On the flip side, a perk of rural physicians is that they can often tend to prioritize strong relationships with their patients, which can motivate better healthcare solutions for local residents. If prescription medication options are limited or unavailable, it can lead to physicians having to resort to more natural methods of treatment, which can take more time to research and monitor. This added time can often translate to patients as thorough attention and care, which serves to build their trust in the physician and their practice.



Cue remote medicine into the equation. Telemedicine is the solution that combats one of the more difficult hurdles to contend with in rural areas — distance.

Rural doctors can provide take-home exam kits for patients who require recurring visits to keep up on treatment. These kits can save them from the hassle of making multiple trips a month, which can ease their frustration. Even dentists can practice teledentistry, sending dental hygienists to a dental patient’s home to conduct a remote exam.

More hospital networks are implementing online patient portals usable on computers and mobile phones. These apps can be the tools rural physicians and doctors need to bridge the gap with rural patients to ensure they are keeping up with their healthcare when travel distance is a deciding factor.

Another aspect to consider is the inclusion of chatbots in medical practices.

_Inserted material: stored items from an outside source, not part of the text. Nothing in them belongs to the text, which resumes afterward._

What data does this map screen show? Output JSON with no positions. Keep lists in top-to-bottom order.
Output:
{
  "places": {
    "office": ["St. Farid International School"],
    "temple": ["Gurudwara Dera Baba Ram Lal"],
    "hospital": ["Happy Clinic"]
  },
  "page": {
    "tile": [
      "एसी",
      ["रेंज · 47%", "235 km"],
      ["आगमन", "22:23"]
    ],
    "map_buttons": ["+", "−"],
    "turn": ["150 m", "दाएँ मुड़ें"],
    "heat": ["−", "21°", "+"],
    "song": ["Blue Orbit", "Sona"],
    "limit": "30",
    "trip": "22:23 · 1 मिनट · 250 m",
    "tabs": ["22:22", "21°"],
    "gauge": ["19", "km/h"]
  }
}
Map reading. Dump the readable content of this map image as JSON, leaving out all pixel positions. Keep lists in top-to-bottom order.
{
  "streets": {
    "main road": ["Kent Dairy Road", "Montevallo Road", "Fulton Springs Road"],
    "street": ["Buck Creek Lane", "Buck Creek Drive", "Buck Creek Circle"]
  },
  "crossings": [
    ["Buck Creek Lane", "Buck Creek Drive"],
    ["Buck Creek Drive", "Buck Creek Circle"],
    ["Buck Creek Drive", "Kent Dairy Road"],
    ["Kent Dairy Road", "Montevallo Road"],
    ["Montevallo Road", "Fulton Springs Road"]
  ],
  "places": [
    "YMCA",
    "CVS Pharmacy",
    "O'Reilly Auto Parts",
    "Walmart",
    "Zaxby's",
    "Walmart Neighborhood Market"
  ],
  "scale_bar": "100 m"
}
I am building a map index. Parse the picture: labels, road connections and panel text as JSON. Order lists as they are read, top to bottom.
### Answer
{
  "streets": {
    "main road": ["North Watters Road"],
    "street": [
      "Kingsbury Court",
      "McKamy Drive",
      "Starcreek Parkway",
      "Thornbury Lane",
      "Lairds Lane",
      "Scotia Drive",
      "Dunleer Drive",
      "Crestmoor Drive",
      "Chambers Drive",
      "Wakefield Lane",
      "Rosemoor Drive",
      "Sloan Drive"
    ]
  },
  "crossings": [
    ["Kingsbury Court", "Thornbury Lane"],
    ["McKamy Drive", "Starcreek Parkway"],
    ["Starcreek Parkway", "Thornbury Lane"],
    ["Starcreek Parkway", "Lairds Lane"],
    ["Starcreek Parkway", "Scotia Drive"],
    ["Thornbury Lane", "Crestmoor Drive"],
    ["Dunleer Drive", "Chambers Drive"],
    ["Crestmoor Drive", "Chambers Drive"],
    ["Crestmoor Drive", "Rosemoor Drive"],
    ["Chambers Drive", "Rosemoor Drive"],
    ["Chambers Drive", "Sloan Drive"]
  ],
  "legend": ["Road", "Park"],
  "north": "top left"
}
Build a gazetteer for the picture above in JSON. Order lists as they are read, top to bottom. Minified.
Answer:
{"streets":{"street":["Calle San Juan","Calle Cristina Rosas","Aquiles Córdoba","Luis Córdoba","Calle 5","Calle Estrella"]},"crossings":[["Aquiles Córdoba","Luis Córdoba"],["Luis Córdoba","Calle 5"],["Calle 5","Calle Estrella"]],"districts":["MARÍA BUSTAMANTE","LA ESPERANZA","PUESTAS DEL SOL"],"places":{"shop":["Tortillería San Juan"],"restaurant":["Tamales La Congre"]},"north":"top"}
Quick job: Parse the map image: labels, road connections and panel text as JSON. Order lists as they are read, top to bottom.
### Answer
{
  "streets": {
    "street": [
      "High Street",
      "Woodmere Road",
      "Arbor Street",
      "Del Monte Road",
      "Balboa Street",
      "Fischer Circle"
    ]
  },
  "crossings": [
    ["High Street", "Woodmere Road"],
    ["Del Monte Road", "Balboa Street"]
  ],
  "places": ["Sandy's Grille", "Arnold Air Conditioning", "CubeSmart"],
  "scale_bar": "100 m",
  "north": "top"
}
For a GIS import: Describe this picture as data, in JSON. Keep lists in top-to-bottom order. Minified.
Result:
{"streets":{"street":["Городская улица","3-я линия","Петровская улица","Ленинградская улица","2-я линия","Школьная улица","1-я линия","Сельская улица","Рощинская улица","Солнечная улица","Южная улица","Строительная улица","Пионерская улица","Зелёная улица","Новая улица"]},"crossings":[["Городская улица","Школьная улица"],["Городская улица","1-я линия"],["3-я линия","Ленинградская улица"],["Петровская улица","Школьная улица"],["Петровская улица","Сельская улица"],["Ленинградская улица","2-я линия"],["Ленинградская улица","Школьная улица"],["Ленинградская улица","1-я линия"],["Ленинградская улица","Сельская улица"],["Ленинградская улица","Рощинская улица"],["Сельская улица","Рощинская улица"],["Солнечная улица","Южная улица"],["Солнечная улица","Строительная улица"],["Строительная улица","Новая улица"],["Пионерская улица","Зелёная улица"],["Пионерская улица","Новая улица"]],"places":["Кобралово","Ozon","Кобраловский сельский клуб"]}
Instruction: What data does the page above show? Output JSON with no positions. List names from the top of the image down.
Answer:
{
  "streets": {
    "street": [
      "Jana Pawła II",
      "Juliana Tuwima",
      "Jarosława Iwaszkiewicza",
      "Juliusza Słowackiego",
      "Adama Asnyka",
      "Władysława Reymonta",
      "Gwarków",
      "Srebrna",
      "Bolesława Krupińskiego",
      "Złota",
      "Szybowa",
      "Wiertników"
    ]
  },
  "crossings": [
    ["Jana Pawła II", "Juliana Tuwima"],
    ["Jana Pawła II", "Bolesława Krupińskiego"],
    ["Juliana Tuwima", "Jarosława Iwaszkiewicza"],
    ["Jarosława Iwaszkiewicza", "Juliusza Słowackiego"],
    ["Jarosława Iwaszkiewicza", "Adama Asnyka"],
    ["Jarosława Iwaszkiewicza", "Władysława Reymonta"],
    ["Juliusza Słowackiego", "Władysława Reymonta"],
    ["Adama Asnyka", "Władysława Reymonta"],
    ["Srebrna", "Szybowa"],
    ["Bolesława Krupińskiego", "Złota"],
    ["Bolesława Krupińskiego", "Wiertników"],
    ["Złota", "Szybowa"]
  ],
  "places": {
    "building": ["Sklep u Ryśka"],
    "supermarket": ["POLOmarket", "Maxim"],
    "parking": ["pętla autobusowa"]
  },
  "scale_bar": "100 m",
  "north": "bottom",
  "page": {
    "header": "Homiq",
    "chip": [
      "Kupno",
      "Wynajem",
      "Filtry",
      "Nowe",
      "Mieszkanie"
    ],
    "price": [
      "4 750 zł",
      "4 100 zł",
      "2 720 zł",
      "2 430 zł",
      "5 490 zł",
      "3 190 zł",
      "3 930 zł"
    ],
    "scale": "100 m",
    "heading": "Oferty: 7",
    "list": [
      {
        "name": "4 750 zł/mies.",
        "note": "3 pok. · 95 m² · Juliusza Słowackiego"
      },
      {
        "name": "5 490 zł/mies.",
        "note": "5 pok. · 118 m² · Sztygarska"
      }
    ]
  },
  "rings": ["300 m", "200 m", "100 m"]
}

The application of chatbots to assist patients with simple medical information can help relieve practitioners so they can attend to live patients at their location.

And, of course, there are simple phone call doctor appointments that should always be accessible to rural residents. It’s worth looking into this, however. As some practices shift to

online telemedicine, they can begin to reduce or eliminate the ability for patients to have over-the-phone appointments.

This could become liable to exclude older residents that are less savvy with technology. Be aware of the modes of communication that the practices provide and weigh the options of what they offer.


Home Fitness and Health

When healthcare options are limited, one of the first and best alternatives is optimizing your own preventative care.

That may seem like an easy resolution at first, but it can require heavy lifting on your part. Preventative care often requires regimented lifestyle habits, like diet and exercise. But beyond that, it should be reflected in all areas of your life, like sleeping and supplementing deficiencies with vitamins.

Your emphasis must be on locating areas of your mind and body where you feel lacking and filling that void with increased care. Your doctor can help you identify which areas you need to improve, and that’s where you can minimize the need for recurring healthcare visits.

Keeping up on annual check-ups, regulating your sleep schedule, making at-home personal physical check-ups on yourself, exercising daily, and controlling the quality and quantity of foods you eat are all fundamental steps of self-care. If you can build a harmonious routine with your mind and body that can prevent you from getting ill, then you may be able to minimize the frequency with which you need to access healthcare facilities.


Keep Your Finger on the Pulse

With any healthy individual, urbanite or ruralite, it’s paramount that you’re constantly vigilant of any ailments or injuries that happen to you.

Listen to your body and address the pains that arise. Neglecting even small injuries and illnesses can lead to serious health consequences, requiring medical attention that may either be extremely distant from you or entirely nonexistent. 


You have an increased obligation to yourself to stay on top of your own health when healthcare resources are limited. Do not neglect it.